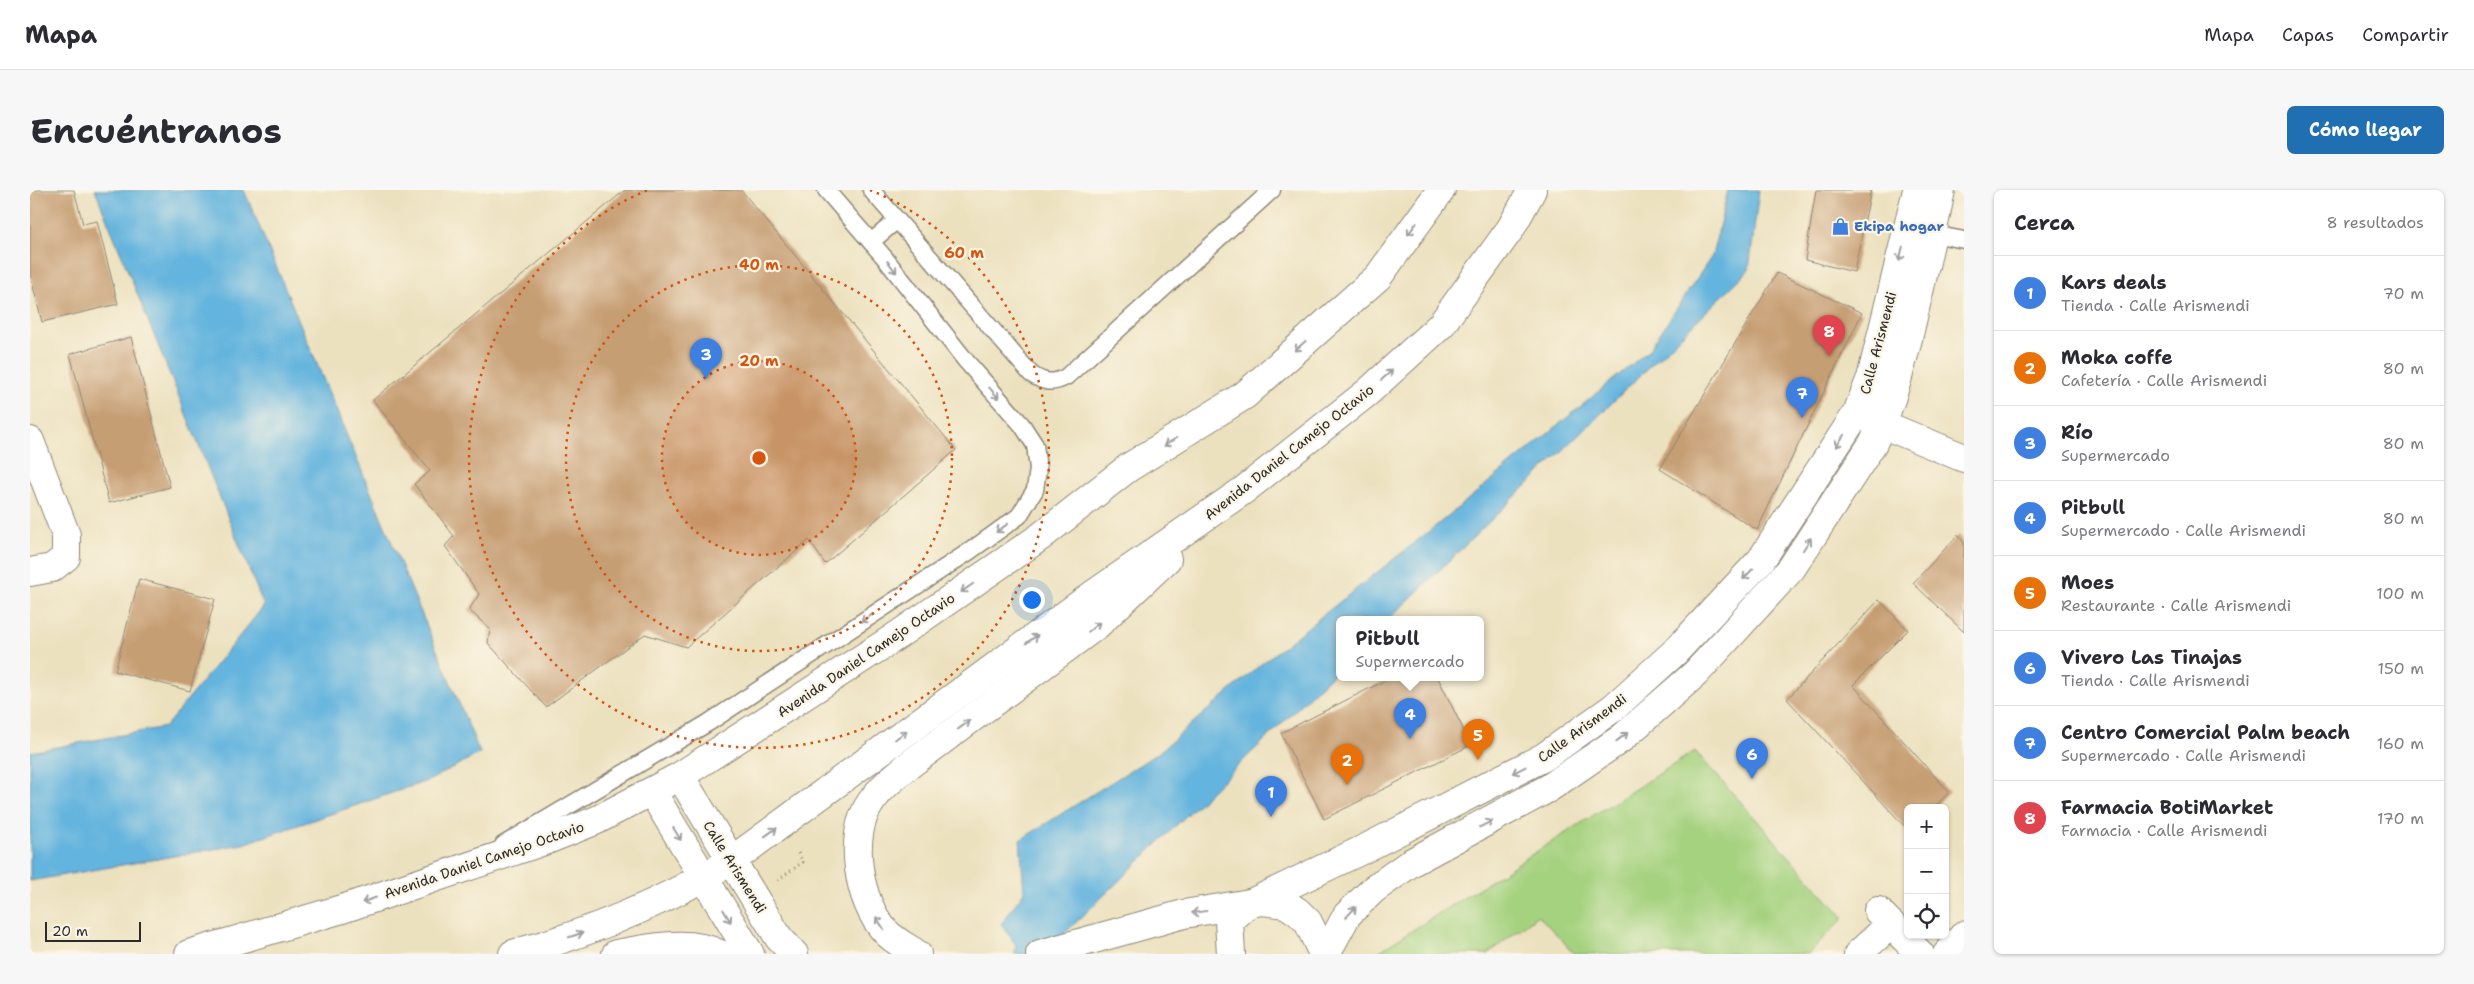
<!DOCTYPE html>
<html lang="es">
<head>
<meta charset="utf-8">
<style>
  body { margin:0; font-family:"Shantell Sans",sans-serif; background:#f7f7f7; color:#2b2b33 }
  .controls { position:absolute; right:15px; bottom:15px; display:grid; overflow:hidden; border-radius:8px; box-shadow:0 1px 4px #0004 }
  .controls button { width:45px; height:45px; display:grid; place-items:center; padding:0; border:0; border-bottom:1px solid #e1e1e2; background:#fff; color:#2b2b33; font:25px sans-serif }
  .scale { position:absolute; left:15px; bottom:12px; width:96px; box-sizing:border-box; padding-left:5px; border:2px solid #2b2b2b; border-top:0; font-size:14px; line-height:18px; white-space:nowrap; color:#2b2b2b; -webkit-text-stroke:4px #fcf5e5; paint-order:stroke }
  .you { position:absolute; left:1001px; top:409px; width:18px; height:18px; margin:-12px; border:4px solid #fff; border-radius:50%; background:#1a73e8; box-shadow:0 0 0 8px #1a73e833 }
  .badge { display:grid; place-items:center; width:32px; height:32px; border-radius:50%; background:#1f6fb2; color:#fff; font-size:16px; font-weight:700 }
  .pin { position:absolute; translate:-50% -41px; filter:drop-shadow(0 1px 2px #0008) }
  .pin::after { content:''; position:absolute; top:26px; width:18px; height:15px; background:inherit; clip-path:polygon(0 0,100% 0,50% 100%) }
  .popup { position:absolute; left:1306px; top:426px; width:148px; height:65px; box-sizing:border-box; display:grid; place-content:center; border-radius:8px; background:#fff; filter:drop-shadow(0 1px 4px #0005); font-size:16px; white-space:nowrap; color:#7c7c81 }
  .popup b { font-size:19px; color:#2b2b33 }
  .popup::after { content:''; position:absolute; left:50%; top:100%; margin-left:-10px; border:10px solid transparent; border-top-color:#fff }
  .list { margin:0; padding:0; list-style:none }
  h2 { display:flex; justify-content:space-between; align-items:center; height:65px; margin:0; padding:0 20px; font-size:21px }
  h2 small { font-size:16px; font-weight:400; color:#7c7c81 }
  .list li { display:grid; grid-template-columns:32px 1fr auto; gap:15px; align-items:center; box-sizing:border-box; height:75px; padding:0 20px; border-top:1px solid #e1e1e2 }
  .list b { display:block; font-size:19px; white-space:nowrap }
  .list p { margin:0; font-size:16px; white-space:nowrap; color:#7c7c81 }
  .list em { font-size:16px; font-style:normal; color:#7c7c81 }
  .icon { flex:none; width:28px; height:28px; fill:none; stroke:currentColor; stroke-width:2; stroke-linecap:round; stroke-linejoin:round }
  .map { position:relative; flex:none; width:1934px; height:764px; overflow:hidden; border-radius:8px }
  header { display:flex; align-items:center; gap:30px; box-sizing:border-box; height:70px; padding:0 25px; background:#fff; border-bottom:1px solid #e1e1e2 }
  header strong { font-size:24px }
  nav { display:flex; gap:28px; margin-inline-start:auto; font-size:18px }
  .intro { display:flex; align-items:center; justify-content:space-between; box-sizing:border-box; height:120px; padding:0 30px }
  h1 { margin:0; font-size:35px }
  .button { padding:12px 22px; border-radius:8px; background:#1f6fb2; color:#fff; font-size:18px; font-weight:700 }
  main { display:flex; gap:30px; padding:0 30px }
  aside { flex:1; background:#fff; border-radius:8px; box-shadow:0 1px 4px #0004 }
  .map>svg:first-child { display:block }
  .green { fill:#a5d27f; stroke:#687e55 }
  .water { fill:#63b4de; stroke:#477084 }
  .building { fill:#c69e73 }
  .lines { fill:none; stroke-linecap:round; stroke-linejoin:round }
  .lane-casing { stroke:#8c8675; stroke-width:19 }
  .street-casing { stroke:#8c8675; stroke-width:30 }
  .secondary-casing { stroke:#8c8675; stroke-width:30 }
  .path { stroke:#8c8675; stroke-width:3; stroke-dasharray:1 4; stroke-linecap:butt }
  .lane { stroke:#fff; stroke-width:16 }
  .street { stroke:#fff; stroke-width:28 }
  .secondary { stroke:#fff; stroke-width:28 }
  .oneway { stroke:#a0a0a0 }
  .ring { fill:none; stroke:#d5540f; stroke-width:2.5; stroke-dasharray:2.5 5 }
  .labels { text-anchor:middle; dominant-baseline:central; stroke-width:4.5; stroke-linejoin:round; paint-order:stroke }
  .shop-label { font-size:14px; font-weight:bold; fill:#366cbe; stroke:#fcf5e5; text-anchor:start }
  .street-label { font-size:14px; fill:#2b2b2b; stroke:#fcf5e5 }
  .centre { fill:#d5540f; stroke:#fcf5e5; stroke-width:2.5 }
  .ring-label { font-size:15px; text-anchor:middle; font-weight:bold; fill:#d5540f; stroke:#fcf5e5; stroke-width:4.5; stroke-linejoin:round; paint-order:stroke }
</style>
</head>
<body>
<header>
<strong>Mapa</strong>
<nav><a>Mapa</a><a>Capas</a><a>Compartir</a></nav>
</header>
<div class="intro"><h1>Encuéntranos</h1><a class="button">Cómo llegar</a></div>
<main>
<div class="map">
<svg width="1934" height="764" viewBox="0 0 1934 764">
  <rect width="100%" height="100%" fill="#fcf5e5"/>
  <filter id="ink" filterUnits="userSpaceOnUse"><feTurbulence type="fractalNoise" baseFrequency=".02" numOctaves="2"/><feDisplacementMap in="SourceGraphic" scale="10" xChannelSelector="R" yChannelSelector="G"/><feConvolveMatrix kernelMatrix="1 2 1 2 8 2 1 2 1" color-interpolation-filters="sRGB"/></filter>
  <filter id="wash" filterUnits="userSpaceOnUse"><feTurbulence type="fractalNoise" baseFrequency=".0096" numOctaves="4" result="noise"/><feDisplacementMap in="SourceGraphic" scale="20" xChannelSelector="R" yChannelSelector="G"/><feGaussianBlur stdDeviation="1.12" result="paint"/><feColorMatrix in="noise" values="0 0 0 0 0 0 0 0 0 0 0 0 0 0 0 0 0 1.4 0 .05"/><feComposite in="paint" operator="in"/></filter>
  <g filter="url(#wash)">
    <rect width="100%" height="100%" fill="#ece1bf"/>
    <path class="green" d="M1665 561 1814 728 1778 764H1545L1508 725 1458 764H1345Z"/>
    <g class="water">
      <path d="M65 0H214L450 563 400 590 213 654 0 691V562L135 537 234 416Z"/>
      <path d="M1698 0H1729L1719 80 1358 430H1310V477L1035 743 1034 764H985L986 755 971 734 994 702 990 650 1128 563 1230 475 1407 335 1618 161 1682 66Z"/>
    </g>
    <g id="blocks">
      <g class="building">
        <path d="M0 0H44L53 34 67 31 88 114 12 132 0 84Z"/>
        <path d="M595 0H711L926 260 795 374 779 350 656 457 615 444 516 517 458 453 460 439 439 420 449 404 415 356 424 346 384 294 400 281 343 210Z"/>
        <path d="M1786 0H1841L1824 82 1775 70Z"/>
        <path d="M1747 83 1832 123 1727 340 1630 279Z"/>
        <path d="M101 147 140 297 79 313 40 164Z"/>
        <path d="M1928 345 1934 353V442L1883 393Z"/>
        <path d="M109 389 185 409 160 501 85 481Z"/>
        <path d="M1849 410 1878 440 1823 495 1919 602 1904 618H1878V640L1757 509Z"/>
        <path d="M1360 488H1408L1441 555 1294 629 1251 543Z"/>
      </g>
    </g>
  </g>
  <g filter="url(#ink)">
    <use href="#blocks" fill-opacity="0" stroke="#8c8675" stroke-width="1"/>
    <g class="lines">
      <defs>
        <g id="lane">
          <path d="M841 0 1001 184C1014 193 1023 194 1036 187L1242 0"/>
          <path d="M1903 44 1934 50"/>
          <path d="M841 52 867 30"/>
          <path d="M473 655 678 533 940 361 989 326 1005 300 1008 279 1005 255 992 235 936 171 854 67 796 0"/>
        </g>
        <g id="street">
          <path d="M1835 227 1934 268"/>
          <path d="M0 251 36 345V367L22 378 0 382"/>
          <path d="M1217 715 1334 659 1514 567 1583 518 1646 461 1731 370 1827 223 1841 188 1887 0"/>
          <path d="M1848 721 1890 764"/>
          <path d="M1296 764 1317 725 1344 699 1382 672 1519 598 1592 548 1666 483 1761 379 1843 253C1863 213 1874 167 1884 123 1894 82 1903 41 1911 0"/>
          <path d="M1828 764 1861 734"/>
          <path d="M1917 764 1934 745"/>
        </g>
        <g id="secondary">
          <path d="M650 586 749 748 764 764"/>
          <path d="M622 602 720 764"/>
          <path d="M159 764 312 719 517 650 567 630 650 586 862 449 1010 347 1098 278 1215 205 1348 87 1411 0"/>
          <path d="M483 764C560 743 633 713 701 671L1061 406 1214 300 1338 202 1411 135 1481 38 1502 0"/>
          <path d="M586 764C619 758 659 749 690 764"/>
          <path d="M887 764C877 757 864 751 856 742 828 713 817 645 841 612 852 596 868 584 883 572L1067 435 1137 369"/>
          <path d="M1010 764 1154 724 1232 711 1256 714 1268 722 1278 732 1293 764"/>
          <path d="M1201 764 1199 731 1217 715"/>
        </g>
      </defs>
      <use href="#lane" class="lane-casing"/>
      <use href="#street" class="street-casing"/>
      <use href="#secondary" class="secondary-casing"/>
      <path class="path" d="M748 690 773 672 767 661"/>
      <use href="#lane" class="lane"/>
      <use href="#street" class="street"/>
      <use href="#secondary" class="secondary"/>
    </g>
    <defs><path id="oneway-shaft" d="M-6 0H5M1.5-3L5.5 0L1.5 3" fill="none" stroke-width="1.6" stroke-linecap="round" stroke-linejoin="round" transform="scale(1.25)"/></defs>
    <g class="oneway">
      <use href="#oneway-shaft" transform="translate(1382 39) rotate(126)"/>
      <use href="#oneway-shaft" transform="translate(1871 64) rotate(104)"/>
      <use href="#oneway-shaft" transform="translate(862 77) rotate(52)"/>
      <use href="#oneway-shaft" transform="translate(1270 156) rotate(139)"/>
      <use href="#oneway-shaft" transform="translate(1357 185) rotate(-42)"/>
      <use href="#oneway-shaft" transform="translate(964 203) rotate(49)"/>
      <use href="#oneway-shaft" transform="translate(1810 251) rotate(123)"/>
      <use href="#oneway-shaft" transform="translate(1140 252) rotate(148)"/>
      <use href="#oneway-shaft" transform="translate(972 338) rotate(144)"/>
      <use href="#oneway-shaft" transform="translate(1777 354) rotate(-57)"/>
      <use href="#oneway-shaft" transform="translate(1718 384) rotate(133)"/>
      <use href="#oneway-shaft" transform="translate(937 398) rotate(145)"/>
      <use href="#oneway-shaft" transform="translate(837 428) rotate(147)"/>
      <use href="#oneway-shaft" transform="translate(1064 437) rotate(-39)"/>
      <use href="#oneway-shaft" transform="translate(1002 449) rotate(-36)"/>
      <use href="#oneway-shaft" transform="translate(934 535) rotate(-36)"/>
      <use href="#oneway-shaft" transform="translate(871 545) rotate(-37)"/>
      <use href="#oneway-shaft" transform="translate(1592 547) rotate(-38)"/>
      <use href="#oneway-shaft" transform="translate(1489 580) rotate(153)"/>
      <use href="#oneway-shaft" transform="translate(1456 634) rotate(-27)"/>
      <use href="#oneway-shaft" transform="translate(741 642) rotate(-36)"/>
      <use href="#oneway-shaft" transform="translate(647 644) rotate(59)"/>
      <use href="#oneway-shaft" transform="translate(339 710) rotate(161)"/>
      <use href="#oneway-shaft" transform="translate(1169 722) rotate(172)"/>
      <use href="#oneway-shaft" transform="translate(1321 722) rotate(-48)"/>
      <use href="#oneway-shaft" transform="translate(697 726) rotate(59)"/>
      <use href="#oneway-shaft" transform="translate(850 733) rotate(-122)"/>
      <use href="#oneway-shaft" transform="translate(546 745) rotate(-18)"/>
    </g>
  </g>
  <circle cx="729" cy="268" r="97" fill="#d5540f" fill-opacity=".12"/>
  <g class="ring">
    <circle cx="729" cy="268" r="97"/>
    <circle cx="729" cy="268" r="193"/>
    <path d="M840 0A290 290 0 1 1 618 0"/>
  </g>
  <defs>
    <symbol id="shop-bare" viewBox="-9 -9 18 18"><path d="M-5-2.5h2.3a2.7 3.5 0 0 1 5.4 0H5L5.5 6h-11ZM-1.5-2.5h3a1.5 2.3 0 0 0-3 0Z" fill="#3f7fe0" stroke="#fcf5e5" stroke-width="2.5" paint-order="stroke"/></symbol>
  </defs>
  <g fill-rule="evenodd">
    <use href="#shop-bare" x="1798" y="24" width="25" height="25"/>
  </g>
  <g class="labels">
    <g class="shop-label">
      <text x="1824" y="36">Ekipa hogar</text>
    </g>
    <g class="street-label">
      <text transform="translate(1848 153) rotate(-75)">Calle Arismendi</text>
      <text transform="translate(1259 262) rotate(-38)">Avenida Daniel Camejo Octavio</text>
      <text transform="translate(836 465) rotate(-34)">Avenida Daniel Camejo Octavio</text>
      <text transform="translate(1552 538) rotate(-36)">Calle Arismendi</text>
      <text transform="translate(454 670) rotate(-19)">Avenida Daniel Camejo Octavio</text>
      <text transform="translate(705 677) rotate(58)">Calle Arismendi</text>
    </g>
  </g>
  <circle cx="729" cy="268" r="8" class="centre"/>
  <g class="ring-label">
    <text x="934" y="68">60 m</text>
    <text x="729" y="80">40 m</text>
    <text x="729" y="176">20 m</text>
  </g>
</svg>
<div class="controls">
<button>+</button>
<button>−</button>
<button><svg class="icon" aria-label="locate" viewBox="0 0 24 24"><circle cx="12" cy="12" r="6"/><path d="M12 2v4M12 18v4M2 12h4M18 12h4"/></svg></button>
</div>
<div class="scale">20 m</div>
<div class="you"></div>
<div class="pin badge" style="left:1241px;top:627px;background:#3f7fe0">1</div>
<div class="pin badge" style="left:1317px;top:595px;background:#e8710a">2</div>
<div class="pin badge" style="left:676px;top:189px;background:#3f7fe0">3</div>
<div class="pin badge" style="left:1380px;top:549px;background:#3f7fe0">4</div>
<div class="popup"><b>Pitbull</b>Supermercado</div>
<div class="pin badge" style="left:1448px;top:570px;background:#e8710a">5</div>
<div class="pin badge" style="left:1722px;top:589px;background:#3f7fe0">6</div>
<div class="pin badge" style="left:1772px;top:228px;background:#3f7fe0">7</div>
<div class="pin badge" style="left:1799px;top:166px;background:#e0444e">8</div>
</div>
<aside>
<h2>Cerca<small>8 resultados</small></h2>
<ul class="list">
<li><span class="badge" style="background:#3f7fe0">1</span><div><b>Kars deals</b><p>Tienda · Calle Arismendi</p></div><em>70 m</em></li>
<li><span class="badge" style="background:#e8710a">2</span><div><b>Moka coffe</b><p>Cafetería · Calle Arismendi</p></div><em>80 m</em></li>
<li><span class="badge" style="background:#3f7fe0">3</span><div><b>Río</b><p>Supermercado</p></div><em>80 m</em></li>
<li><span class="badge" style="background:#3f7fe0">4</span><div><b>Pitbull</b><p>Supermercado · Calle Arismendi</p></div><em>80 m</em></li>
<li><span class="badge" style="background:#e8710a">5</span><div><b>Moes</b><p>Restaurante · Calle Arismendi</p></div><em>100 m</em></li>
<li><span class="badge" style="background:#3f7fe0">6</span><div><b>Vivero Las Tinajas</b><p>Tienda · Calle Arismendi</p></div><em>150 m</em></li>
<li><span class="badge" style="background:#3f7fe0">7</span><div><b>Centro Comercial Palm beach</b><p>Supermercado · Calle Arismendi</p></div><em>160 m</em></li>
<li><span class="badge" style="background:#e0444e">8</span><div><b>Farmacia BotiMarket</b><p>Farmacia · Calle Arismendi</p></div><em>170 m</em></li>
</ul>
</aside>
</main>
</body>
</html>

■ ■ ■ ■ ■ ■ ■

> **Aim of the task**
For this exercise, gather every line of the data that contains the word "align".

> **Answer to this task**
  h2 { display:flex; justify-content:space-between; align-items:center; height:65px; margin:0; padding:0 20px; font-size:21px }
  .list li { display:grid; grid-template-columns:32px 1fr auto; gap:15px; align-items:center; box-sizing:border-box; height:75px; padding:0 20px; border-top:1px solid #e1e1e2 }
  header { display:flex; align-items:center; gap:30px; box-sizing:border-box; height:70px; padding:0 25px; background:#fff; border-bottom:1px solid #e1e1e2 }
  .intro { display:flex; align-items:center; justify-content:space-between; box-sizing:border-box; height:120px; padding:0 30px }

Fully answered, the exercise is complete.